WHAT IS REQUIRED>
From the records below, extract only the lines running from the line with "M9,1200L24,1189L73,1161" to the line with "trace(rail, '#321996', 2, [5.5]);", both lines included, reproducing them exactly.

INPUT MATERIAL>
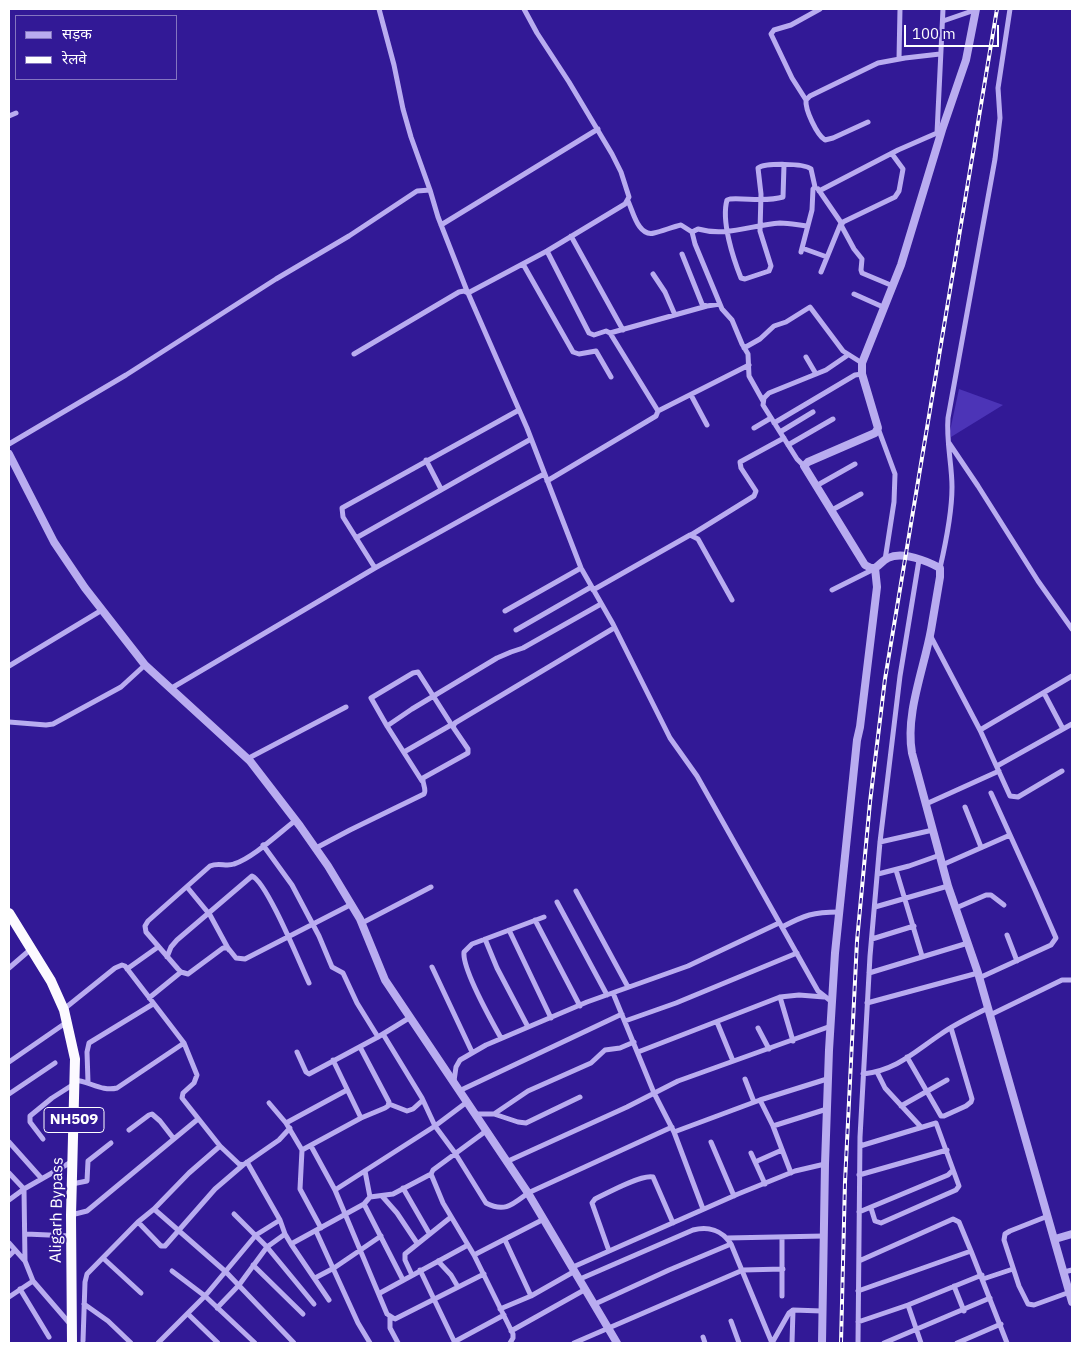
<!DOCTYPE html>
<meta charset="utf-8">
<style>
body{margin:0}
#map{position:relative;width:1081px;height:1352px;overflow:hidden;background:#321996;font-family:"IBM Plex Sans","Noto Sans Devanagari",sans-serif}
canvas{display:block}
.frame{position:absolute;inset:0;border:10px solid #fff;pointer-events:none}
.legend{position:absolute;left:15px;top:15px;width:162px;height:65px;box-sizing:border-box;background:#321996;border:1px solid #8475c0;margin:0;padding:6px 9px;list-style:none;font-size:15px;color:#fff}
.legend li{display:flex;align-items:center;gap:10px;height:25px}
.legend b{width:25px;border:1px solid #8475c0}
.scale{position:absolute;left:904px;top:25px;width:95px;height:22px;box-sizing:border-box;border:2px solid #fff;border-top:0;padding-left:6px;font-size:15px;line-height:18px;white-space:nowrap;color:#fff;-webkit-text-stroke:4px #321996;paint-order:stroke}
</style>
<div id="map">
<canvas width="1081" height="1352"></canvas>
<div class="frame"></div>
<ul class="legend">
<li><b style="height:6px;background:#b9acf0"></b>सड़क</li>
<li><b style="height:6px;background:#fff"></b>रेलवे</li>
</ul>
<div class="scale">100 m</div>
</div>
<script>
const ctx = document.querySelector('canvas').getContext('2d');
ctx.lineJoin = 'round';
function paint(path, color) { ctx.fillStyle = color; ctx.fill(path, 'evenodd'); }
function trace(path, color, width, dash) { ctx.strokeStyle = color; ctx.lineWidth = width; ctx.lineCap = dash ? 'butt' : 'round'; ctx.setLineDash(dash || []); ctx.stroke(path); }
function drawText(font, color, halo, rows, align = 'center') {
  ctx.font = font + ' "IBM Plex Sans",sans-serif'; ctx.lineWidth = 4; ctx.setLineDash([]); ctx.textBaseline = 'middle'; ctx.strokeStyle = halo; ctx.fillStyle = color; for (const [text, x, y, turn = 0] of rows) {
    ctx.save(); ctx.translate(x, y); ctx.rotate((+turn || 0) * Math.PI / 180); ctx.textAlign = isNaN(turn) ? turn : align; if (halo) ctx.strokeText(text, 0, 0); ctx.fillText(text, 0, 0); ctx.restore();
  }
}
paint(new Path2D(`
 M959,389L1003,405L951,437L950,431Z`), '#4c34b7');
trace(new Path2D(`
 M379,9L394,65L403,109L411,137L430,190L438,217L467,291
 M943,21L975,10
 M899,59L900,9
 M806,100L792,78L771,34L774,30L791,25L820,9
 M9,116L16,113
 M868,122L833,138L825,140C817,135 805,110 806,100L810,96L878,63L905,58L940,54
 M892,154L903,169L899,191L895,197L843,222L841,225L854,249L862,259L861,270L862,273L893,286
 M784,165L783,197C767,202 747,198 730,199L727,200C721,221 733,258 741,278L745,279L769,271L771,266L760,231L761,194L758,168C765,163 804,163 811,169L815,187L813,189L812,210L801,252
 M818,189L842,224
 M819,191L898,150L937,133L943,9
 M628,201C633,211 638,237 654,233C663,231 672,227 681,225L692,232
 M441,225L598,129
 M571,236L623,330
 M802,248L827,257
 M547,251L589,333L594,335L606,331L610,333L658,411L656,416L547,481
 M682,254L702,304L707,306L720,304
 M523,264L573,352L579,354L596,351L611,377
 M821,272L841,223
 M653,274L665,292L675,315
 M468,293L547,251L625,204L629,197L621,172L612,154L569,82L537,33L524,9
 M854,294L883,307
 M610,333L707,306
 M744,348L760,339L774,326L786,322L810,307L843,351L862,363
 M354,354L459,292L464,291L468,293L527,428L581,568L613,624L670,738L697,776L814,984L818,991L832,1002
 M806,357L816,374
 M691,395L707,425
 M763,401L749,376L748,354L742,344L732,320L722,309L695,244L692,232L698,229C727,237 751,225 780,223C789,223 798,225 807,226
 M658,411L749,365
 M774,423L855,375L862,374
 M754,428L771,418
 M878,428L895,474L894,502L885,560
 M780,432L813,412
 M949,443L978,486L1038,581L1072,629
 M9,444L126,375L276,279L349,236L417,191L430,190
 M788,445L833,419
 M426,460L441,489
 M804,466L797,459L763,405L764,398L769,393L826,370L848,355
 M816,486L855,464
 M832,510L861,494
 M691,535L754,496L756,491L741,468L740,462L784,438
 M356,538L531,439
 M375,568L343,517L342,508L519,410
 M940,568C946,542 952,514 952,487C952,464 946,441 948,418L995,159L1000,118L998,88L1010,9
 M593,590L690,535L698,539L732,600
 M832,590L874,569
 M505,611L581,568
 M516,630L591,587
 M930,635L980,730L1010,796L1018,797L1062,771
 M9,666L102,610
 M170,689L375,568L544,474
 M1044,693L1063,729
 M9,722L46,725L53,724L121,687L145,665
 M387,726L412,709L497,658L511,652L523,648L601,604
 M980,730L1072,676
 M404,752L451,725
 M247,759L346,707
 M997,766L1072,724
 M422,781L387,726L371,698L413,673L418,672L453,727
 M926,804L999,771
 M965,807L981,847
 M296,820C279,833 253,858 234,864C226,867 219,862 210,866L148,921L145,926L146,932L178,969L181,972L188,974L223,948H228L236,958L245,959L352,904
 M880,842L933,830
 M263,845L292,885L319,936L332,967L343,973L357,1003L378,1037
 M316,848L350,830L424,794C427,789 422,784 423,778L468,753V749L453,727L455,723L614,628
 M942,865L1010,835
 M896,870L922,956
 M878,874L909,866L940,855
 M187,887L210,915L229,950
 M576,891L628,987
 M557,902L607,995
 M875,907L948,886
 M956,908L986,895H991L1004,905
 M535,920L580,1006
 M362,923L431,887
 M782,927C805,915 813,912 839,912
 M509,930L551,1018
 M1007,935L1017,961
 M485,939L497,968L528,1027
 M872,939L914,926
 M167,957L171,947L177,940L252,876C267,882 300,964 309,983
 M432,967L472,1052
 M9,968L31,949
 M127,969L158,947
 M869,973L968,943
 M979,978L1051,945L1056,938L1035,890L991,793
 M613,993L654,1093L674,1132L703,1209
 M780,997L793,1041
 M149,998L181,972
 M867,1003L978,973
 M64,1009L115,968L122,965L125,966L184,1043L197,1075L194,1083L183,1093L182,1098L220,1146L239,1164L243,1165L279,1140L290,1128
 M990,1015L1062,980H1072
 M625,1021L676,1003L797,953
 M717,1022L733,1061
 M758,1028L769,1049
 M383,1034L422,1098L435,1126L455,1153L486,1203C505,1213 513,1204 528,1193L672,1127
 M501,1038C492,1022 462,968 464,952L472,944L544,917
 M297,1052L306,1072L309,1074L378,1037L409,1018
 M638,1052L780,997L799,995L824,997
 M907,1057L941,1116H944L966,1106L971,1102L972,1099L951,1028
 M333,1060L361,1118
 M9,1062L67,1022
 M877,1072L885,1088L921,1127
 M863,1074C897,1070 914,1052 941,1034C955,1024 972,1016 988,1008
 M745,1079L754,1102
 M74,1080C89,1081 102,1092 117,1088L184,1043
 M454,1081L456,1067L460,1060L486,1045L587,1002L688,966L779,923
 M88,1082L87,1052L89,1043L153,1004
 M459,1091L622,1014
 M9,1094L55,1063
 M760,1100L773,1126L791,1173
 M467,1102L435,1126L335,1190L387,1314L395,1319L484,1274
 M269,1103L286,1123L302,1150L361,1118L385,1108L388,1106L389,1102L360,1047
 M389,1104L407,1111L413,1109L423,1100
 M901,1106L947,1080
 M475,1114H494L528,1091L591,1063L605,1050L620,1048L634,1042
 M494,1114L518,1122L526,1123L580,1097
 M286,1123L347,1090
 M773,1126L827,1109
 M129,1130L149,1115L152,1114L160,1121L174,1139
 M486,1131L433,1170L431,1174L443,1203L474,1255L513,1334V1338L510,1343
 M674,1132L760,1100L827,1079
 M43,1139L30,1122V1116L52,1098L74,1084
 M9,1142L42,1179
 M711,1142L734,1196
 M311,1146L335,1190
 M860,1146L936,1123L959,1186L956,1190L881,1223L875,1221L871,1208
 M302,1150L300,1189L321,1228
 M751,1153L765,1184
 M247,1162L280,1220L285,1234L291,1244L329,1300
 M506,1162L627,1107L678,1081L831,1026
 M755,1162L782,1150
 M365,1171L370,1197
 M9,1173L24,1189L25,1261
 M859,1175L947,1150
 M72,1184L87,1181L88,1161L111,1143
 M403,1188L429,1233
 M382,1196L397,1213L417,1243
 M9,1200L24,1189L73,1161
 M364,1204L403,1280
 M154,1209L226,1272L294,1343
 M859,1212L948,1175L953,1170
 M234,1214L267,1247L314,1304
 M71,1215L87,1211L198,1119
 M1048,1216L1010,1231L1005,1234L1004,1240L1019,1286L1028,1304L1034,1305L1070,1292
 M138,1222L161,1246H165L215,1189L243,1165
 M316,1231L358,1323L370,1343
 M26,1234L71,1236
 M727,1238L824,1236
 M505,1240L531,1296
 M9,1243L25,1261L33,1281L71,1325
 M291,1244L364,1204L370,1197L393,1194L431,1174
 M609,1251L592,1203L595,1199C607,1193 642,1174 653,1177L673,1223
 M474,1255L544,1219
 M9,1256L15,1250
 M103,1258L141,1293
 M438,1261L451,1275L458,1287
 M859,1261L953,1219L959,1222L971,1251
 M253,1265L303,1314
 M573,1267L738,1194L795,1171L825,1164
 M420,1270L455,1343
 M172,1271L205,1296L255,1343
 M1064,1272L1072,1270
 M412,1275L405,1260V1254L451,1217
 M315,1278L334,1268L381,1236
 M580,1279L693,1230C708,1226 722,1230 731,1244L772,1343
 M983,1279L1013,1269
 M954,1286L964,1311
 M20,1289L49,1337
 M858,1291L971,1251L1007,1343
 M380,1293L468,1245
 M782,1296V1238
 M9,1297L33,1281
 M84,1304L108,1321L131,1343
 M595,1304L669,1270L731,1244
 M908,1305L921,1343
 M217,1308L239,1285L267,1247L285,1234
 M500,1309L531,1296L575,1271
 M188,1314L218,1343
 M390,1317V1328L398,1343
 M731,1321L739,1343
 M858,1322L908,1305L982,1275
 M511,1331L586,1289
 M703,1337L705,1343
 M83,1341L85,1282L87,1274L138,1222L154,1209L189,1173L220,1146
 M454,1342L504,1315
 M158,1343L205,1296L256,1235L280,1220
 M574,1343L743,1270L783,1269
 M772,1343L789,1313L793,1310L822,1311
 M792,1343L793,1310
 M858,1343L860,1137L870,956L880,842L900,676L919,560
 M884,1343L990,1298
 M957,1343L1001,1324`), '#b9acf0', 5);
trace(new Path2D(`
 M976,9L966,60L942,130L901,265L862,363V374L878,428L875,433L808,462L804,466L865,565L871,568H875C880,565 883,560 888,558C903,551 927,561 940,568V577C937,595 934,613 931,630C924,669 905,714 912,753L948,886L978,973L1072,1302
 M9,454L54,542L85,588L145,665L250,761L300,826L328,866L360,919L385,980L528,1193L617,1343
 M1055,1239L1072,1234
 M822,1343L825,1164L829,1050L835,953L857,740L860,727L877,587L875,568`), '#b9acf0', 8);
trace(new Path2D(`
 M9,913L51,981L64,1010L75,1059L71,1215L72,1343`), '#fcfaff', 10);
const rail = new Path2D(`
 M841,1343L845,1182L857,941L870,802L885,679L997,9`);
trace(rail, '#fff', 4);
trace(rail, '#321996', 2, [5.5]);
for (const [x, y, w] of [
 [74,1120,60]
]) { const box = new Path2D(); box.roundRect(x - w / 2, y - 12.5, w, 25, 4); ctx.fillStyle = '#321996'; ctx.fill(box); trace(box, '#fff', 1); }
drawText('bold 15px', '#fff', null, [
 ["NH509",74,1120]
]);
drawText('16px', '#fff', '#321996', [
 ["Aligarh Bypass",57,1210,-89]
]);
</script>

COMPLETED TASK>
 M9,1200L24,1189L73,1161
 M364,1204L403,1280
 M154,1209L226,1272L294,1343
 M859,1212L948,1175L953,1170
 M234,1214L267,1247L314,1304
 M71,1215L87,1211L198,1119
 M1048,1216L1010,1231L1005,1234L1004,1240L1019,1286L1028,1304L1034,1305L1070,1292
 M138,1222L161,1246H165L215,1189L243,1165
 M316,1231L358,1323L370,1343
 M26,1234L71,1236
 M727,1238L824,1236
 M505,1240L531,1296
 M9,1243L25,1261L33,1281L71,1325
 M291,1244L364,1204L370,1197L393,1194L431,1174
 M609,1251L592,1203L595,1199C607,1193 642,1174 653,1177L673,1223
 M474,1255L544,1219
 M9,1256L15,1250
 M103,1258L141,1293
 M438,1261L451,1275L458,1287
 M859,1261L953,1219L959,1222L971,1251
 M253,1265L303,1314
 M573,1267L738,1194L795,1171L825,1164
 M420,1270L455,1343
 M172,1271L205,1296L255,1343
 M1064,1272L1072,1270
 M412,1275L405,1260V1254L451,1217
 M315,1278L334,1268L381,1236
 M580,1279L693,1230C708,1226 722,1230 731,1244L772,1343
 M983,1279L1013,1269
 M954,1286L964,1311
 M20,1289L49,1337
 M858,1291L971,1251L1007,1343
 M380,1293L468,1245
 M782,1296V1238
 M9,1297L33,1281
 M84,1304L108,1321L131,1343
 M595,1304L669,1270L731,1244
 M908,1305L921,1343
 M217,1308L239,1285L267,1247L285,1234
 M500,1309L531,1296L575,1271
 M188,1314L218,1343
 M390,1317V1328L398,1343
 M731,1321L739,1343
 M858,1322L908,1305L982,1275
 M511,1331L586,1289
 M703,1337L705,1343
 M83,1341L85,1282L87,1274L138,1222L154,1209L189,1173L220,1146
 M454,1342L504,1315
 M158,1343L205,1296L256,1235L280,1220
 M574,1343L743,1270L783,1269
 M772,1343L789,1313L793,1310L822,1311
 M792,1343L793,1310
 M858,1343L860,1137L870,956L880,842L900,676L919,560
 M884,1343L990,1298
 M957,1343L1001,1324`), '#b9acf0', 5);
trace(new Path2D(`
 M976,9L966,60L942,130L901,265L862,363V374L878,428L875,433L808,462L804,466L865,565L871,568H875C880,565 883,560 888,558C903,551 927,561 940,568V577C937,595 934,613 931,630C924,669 905,714 912,753L948,886L978,973L1072,1302
 M9,454L54,542L85,588L145,665L250,761L300,826L328,866L360,919L385,980L528,1193L617,1343
 M1055,1239L1072,1234
 M822,1343L825,1164L829,1050L835,953L857,740L860,727L877,587L875,568`), '#b9acf0', 8);
trace(new Path2D(`
 M9,913L51,981L64,1010L75,1059L71,1215L72,1343`), '#fcfaff', 10);
const rail = new Path2D(`
 M841,1343L845,1182L857,941L870,802L885,679L997,9`);
trace(rail, '#fff', 4);
trace(rail, '#321996', 2, [5.5]);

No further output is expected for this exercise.